Tuesday, May 15, 2007

If I Were a Copt

One of the more interesting daily emails that I get is from The Middle East Media Research Institute (MEMRI). MEMRI monitors Middle Eastern media outlets picks up things that our Western media often misses. In today's release, they publish a summary of a May 12, 2007 article in Al-Masri Al-Yawm (Egypt) by Egyptian Muslim intellectual Tarek Heggy. Entitled "If I Were a Copt," the author sharply criticizes the Egyptian regime's policy towards its Coptic Christian population. The following are the main points of the article:

"If I were a Copt, I would flood Egypt, and the world, with the facts about the overall atmosphere that is pressuring the Copts in Egypt today.

"If I were a Copt, I would familiarize the world with the injustices caused to many Copts in Egypt since [the Free Officers Revolution in] 1952. They don't get the high-level political posts and executive positions that they deserve, not to mention their sparse [representation] in parliament.

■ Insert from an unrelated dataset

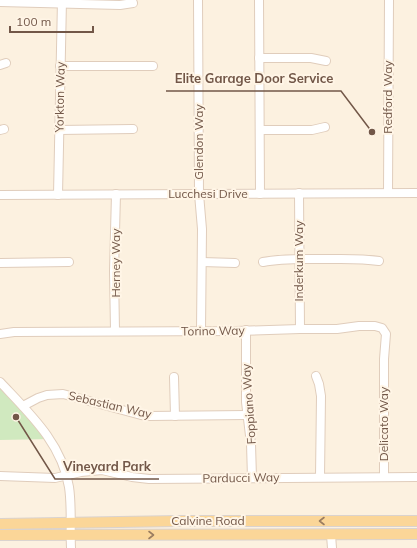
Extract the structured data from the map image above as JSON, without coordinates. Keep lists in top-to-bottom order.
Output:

"If I were a Copt, I would create a ruckus in Egypt, and in the world, over the fact that I pay taxes with which the state funds Al-Azhar University, while [Al-Azhar] does not permit Copts to attend any of its institutes.

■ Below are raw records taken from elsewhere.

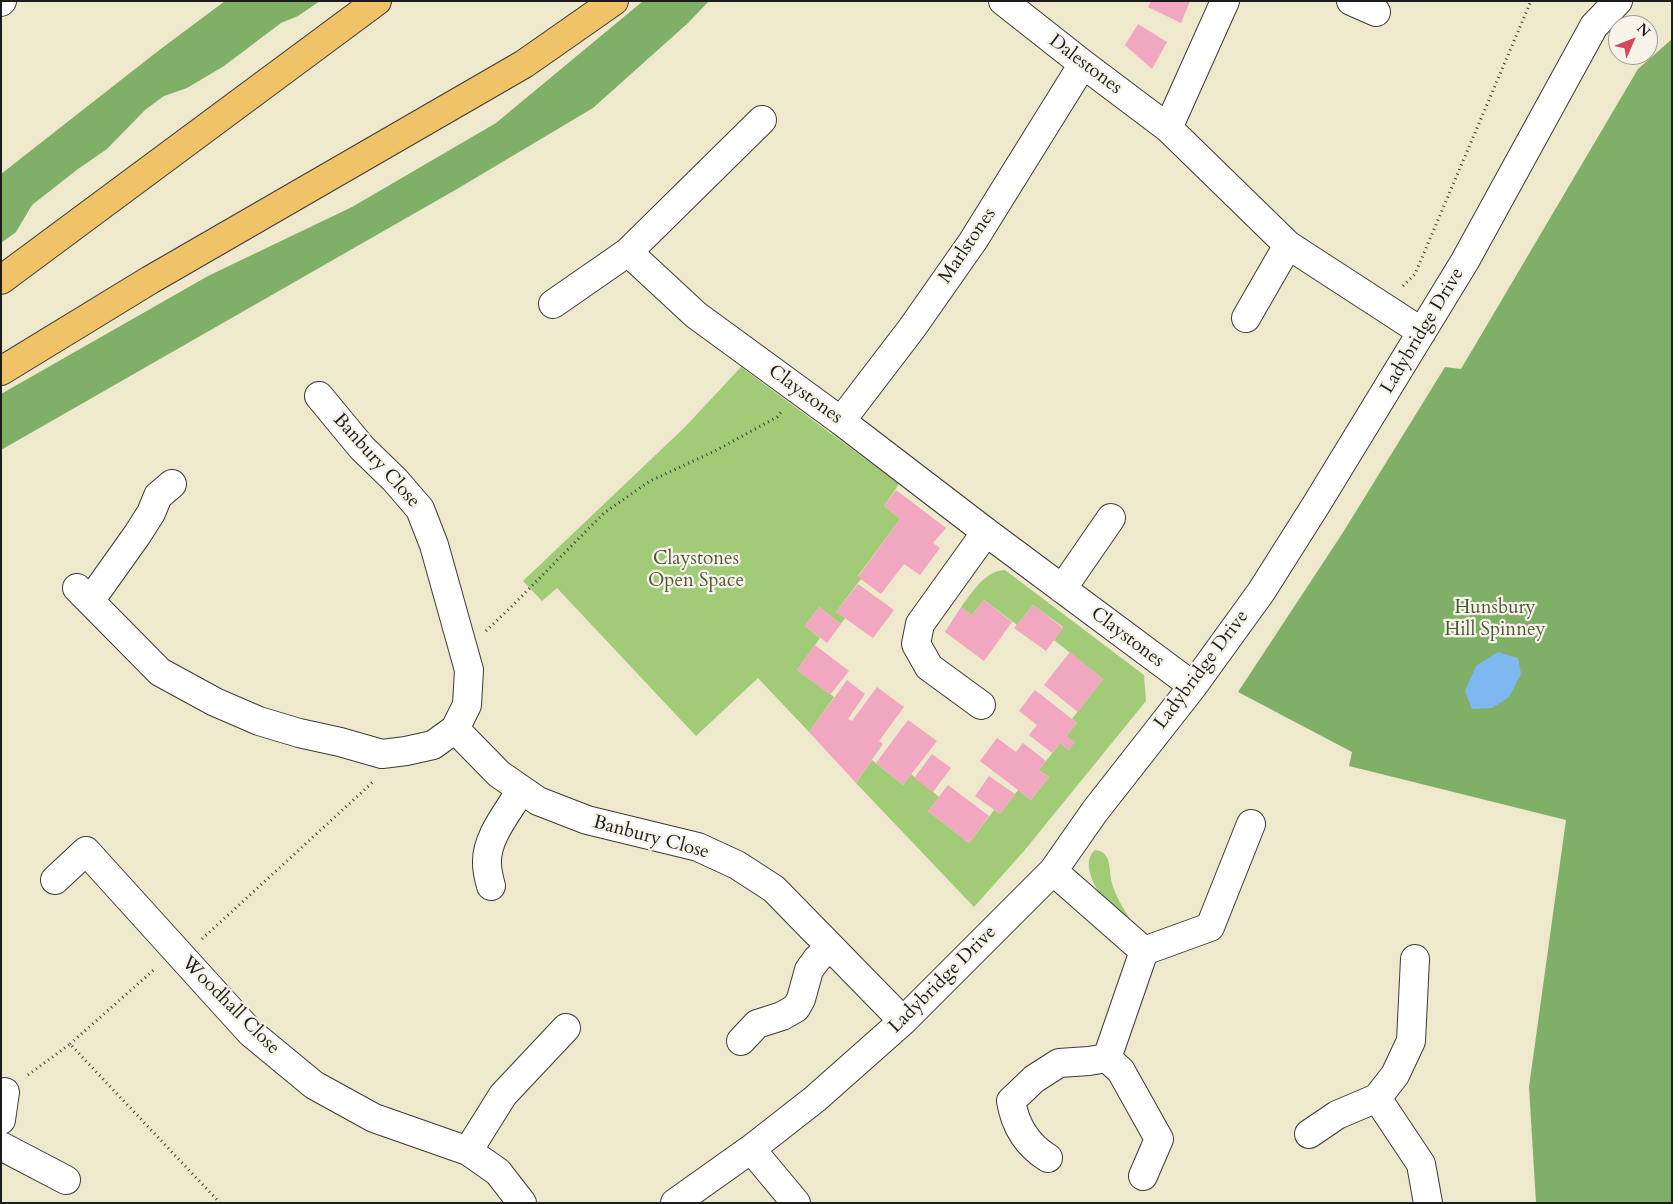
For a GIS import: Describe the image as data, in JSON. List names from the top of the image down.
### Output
{
  "streets": {
    "street": [
      "Dalestones",
      "Marlstones",
      "Ladybridge Drive",
      "Claystones",
      "Banbury Close",
      "Woodhall Close"
    ]
  },
  "crossings": [
    ["Dalestones", "Marlstones"],
    ["Dalestones", "Ladybridge Drive"],
    ["Marlstones", "Claystones"],
    ["Ladybridge Drive", "Claystones"],
    ["Ladybridge Drive", "Banbury Close"]
  ],
  "parks": ["Claystones Open Space", "Hunsbury Hill Spinney"],
  "north": "top right"
}
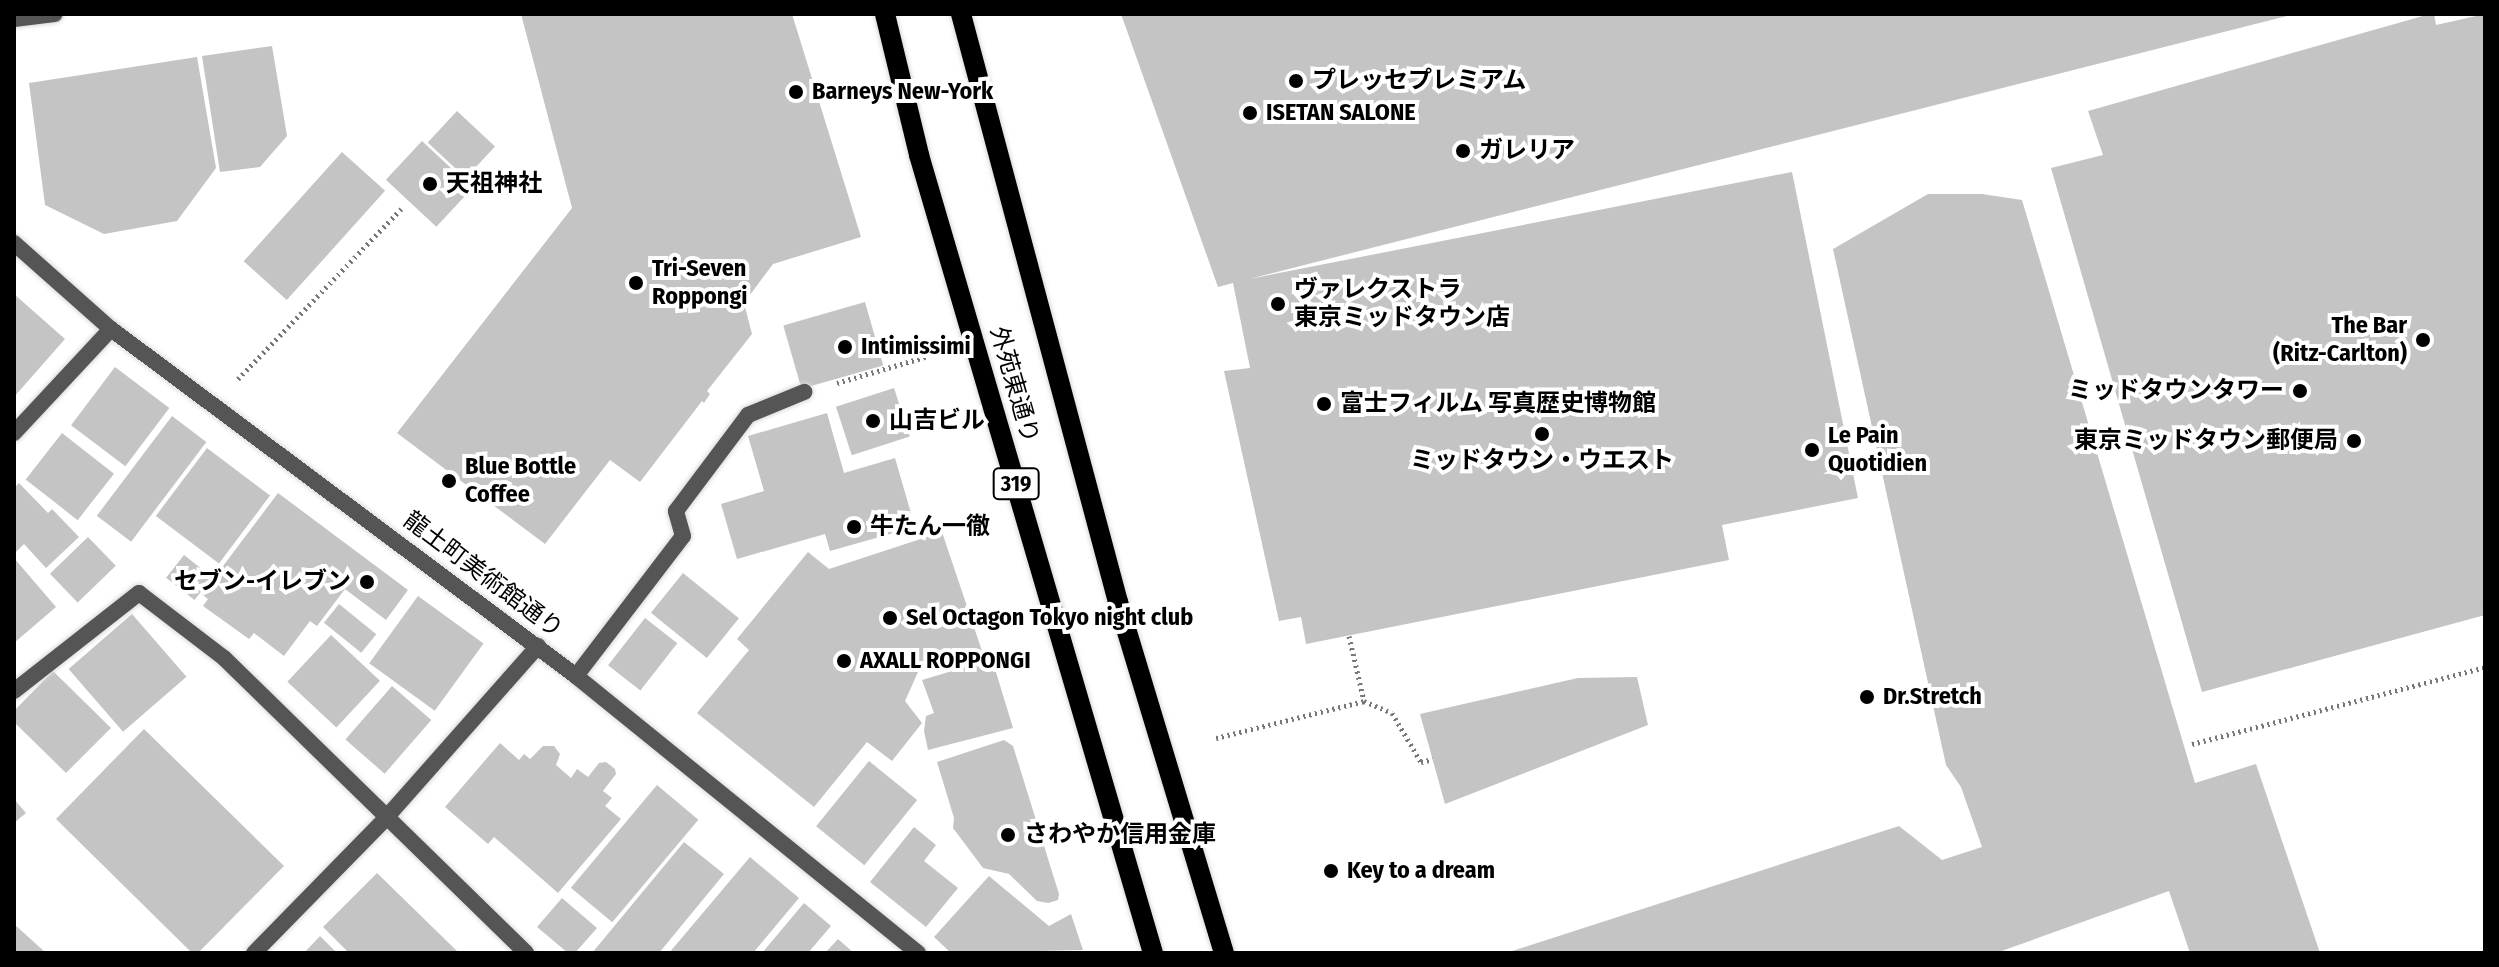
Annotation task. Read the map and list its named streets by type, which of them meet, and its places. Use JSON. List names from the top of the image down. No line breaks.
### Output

"If I were a Copt, I would make a huge commotion in the world, because my taxes fund the construction of dozens of mosques, but, since 1952, the Egyptian state has not participated in the building of a single church, except for president Gamal Abd Al-Nasser's participation in funding the construction of the St. Marc Cathedral in Al-'Abasiyya, 40 years ago...

"If I were a Copt, I would publish articles, one after another, about how the [Egyptian] media ignores matters [concerning me] and my religious holidays - as if I and the Copts did not exist in Egypt.

"If I were a Copt, I would tell the entire world [how] the Coptic history of Egypt [is handled] in the Egyptian curriculum, and how the study material for the Arabic language no longer [includes] literary texts, qasidahs, poetry, stories, plays, and legends, but [only] Islamic texts which [belong] with the study material for religion [class] for Muslim pupils.

"If I were a Copt, I would flood the world with complaints about the suffering Copts go through [merely] in order to obtain a license to build a church - with their own funds, not with the public taxes that [they] participate in paying.

"If I were a Copt, I would bring the world to its feet because of the terrible things that some Muslim writers write and disseminate - about how a Copt should not be permitted to be the head of state, on [how a Copt should pay] the jizya [poll tax paid by protected non-Muslims under Islam], and how Copts should not be drafted into the military...

"If I were a Copt, I would conduct a campaign within [Egypt], and outside it, to abolish the 'religion' entry on the Egyptian identity card. Why should someone who conducts a relationship with me on the general and public level want to know what my religion is?...

"If I were a Copt, I would make the world understand that the issue of the Copts in Egypt is one of the symptoms of a [certain] mentality, whose influence has spread through this region of the world, and that all humanity must force [those] with this mentality to reconsider this discriminatory path."


Anonymous said...

Tarek Heggy is the only Muslim in Egypt who defends Egypt's christians that forcefully. Isn't it amazing (and cheerful) that Egypt still able to produce an Egyptian Emile Zola ? Dr. Magdy Naguib Ibrahim.

Anonymous said...

Coptic Orthodoxy is more focussed on the everlasting life we will spend with our Lord Jesus Christ not the hardships we experience on this Earth.. Fighting will only cause more hardship.

Glenn Penner said...

I understand and appreciate this sentiment. And indeed, this is generally true of many, though not all, Coptic Christians. However, there is New Testament and historical precedent in Coptic church history for seeking to uphold religious rights and freedoms.